Let us assume that transmitters are all properly modulated and that no audio frequencies above 2500 cycles appear in the modulation. The radio channel width is therefore 5000 cycles, and there is no energy transmitted outside that channel. Theoretically, then, two transmitters spaced exactly 5 kc. apart. will create no mutual interference. The natural inference is that the receiver should have a passband of 5 kc., preferably in the shape of a selectivity curve with straight sides as indicated in Fig. 3. If such a selectivity curve could be attained, either station could be tuned in without the slightest interference from the other, no matter what the relative signal strengths. However, practical receivers do not have such straight-sided selectivity curves; the solid curve is typical of present-day performance.

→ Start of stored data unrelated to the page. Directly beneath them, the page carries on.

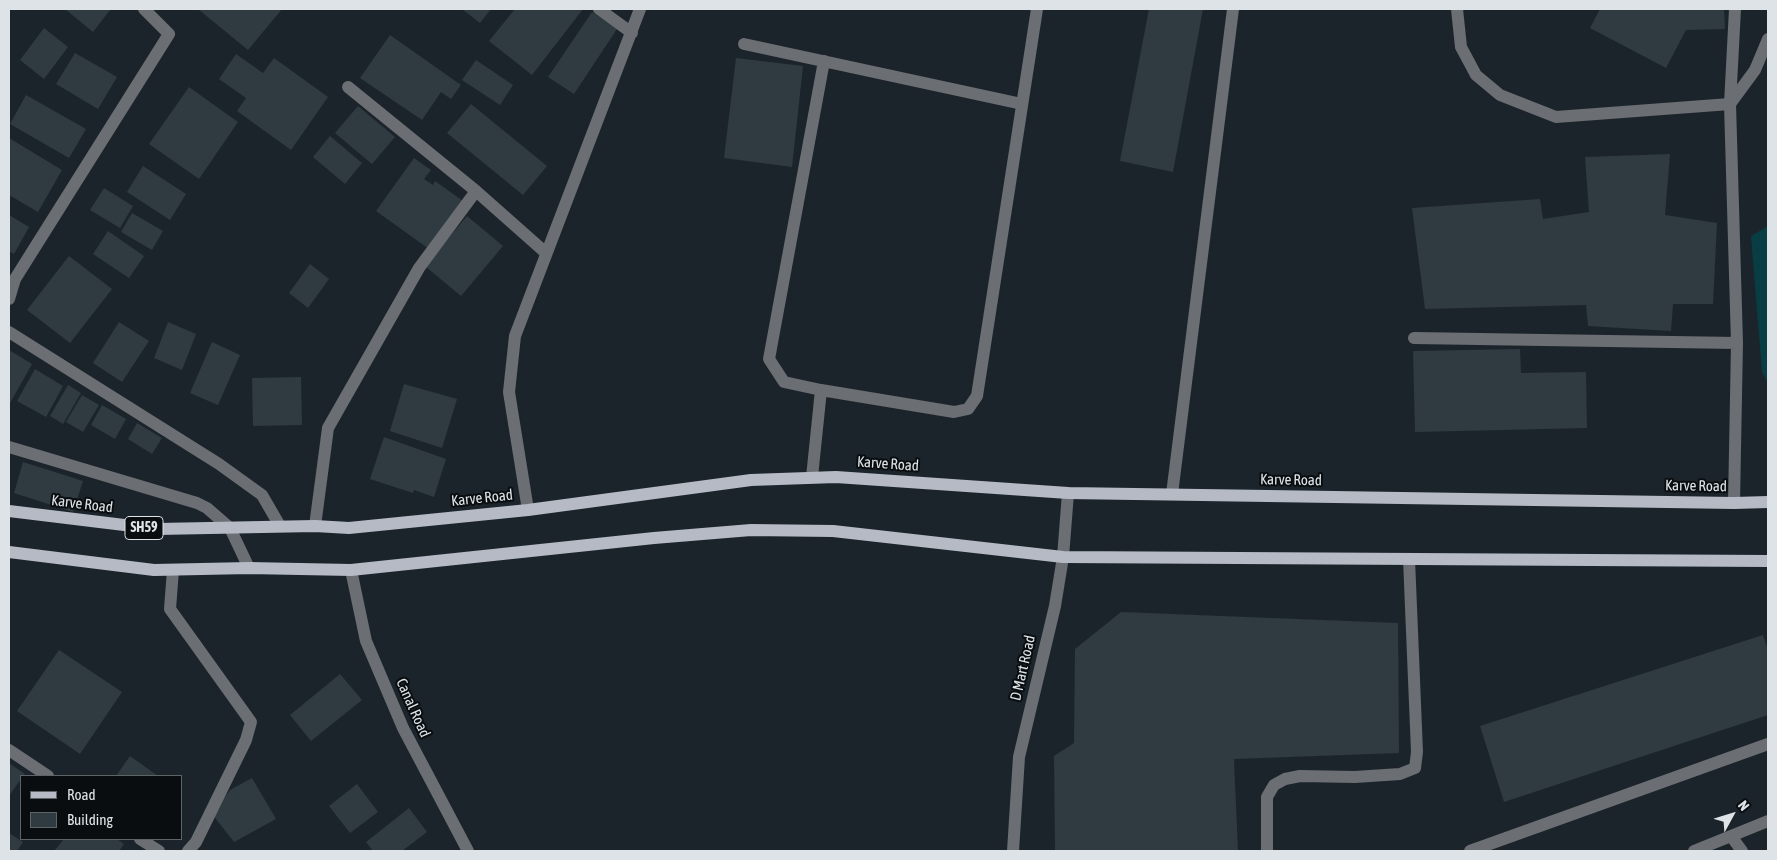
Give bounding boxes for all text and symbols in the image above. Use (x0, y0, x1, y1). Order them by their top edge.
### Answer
street label: Karve Road (856, 453, 920, 475)
street label: Karve Road (1260, 470, 1322, 490)
street label: Karve Road (1665, 476, 1727, 496)
street label: Karve Road (450, 486, 514, 510)
street label: Karve Road (50, 491, 114, 517)
road number: SH59 (125, 516, 163, 540)
street label: D Mart Road (1007, 633, 1039, 703)
street label: Canal Road (392, 676, 434, 740)
legend (20, 775, 182, 840)
text: Road (67, 786, 96, 803)
north arrow (1707, 790, 1757, 840)
text: N (1735, 797, 1752, 814)
text: Building (67, 811, 113, 828)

With such a curve there will always be some interference even though the actual transmissions do not overlap in the spectrum; whether or not the interference is serious depends upon the ratio cf the strength of the undesired signal to that of the desired station. It is apparent from the curve that if the undesired signal is around 15 db. stronger than the one actually tuned in (with 5-kc. separation between carriers) the desired and interfering signals will be about equal in strength.

Fig 3
Fig. 3. The extent to which a practical selectivity curve departs from the straight-sided ideal is a measure of the interference that exists because of receiver shortcomings. The two signals blocked-out along the baseline are entirely independent in the frequency spectrum, but interfere with each other in a practical receiver.

However, there is nothing in the book that says we have to make the receiver passband wide enough to accommodate both sets of sidebands on the received signal. One set - whether the upper or lower does not matter - together with the carrier is sufficient for distortion-free reception. The fact that both have to be transmitted, at least at the present time, is unfortunate but does not alter the fact that only one set is actually needed by the receiver.(5)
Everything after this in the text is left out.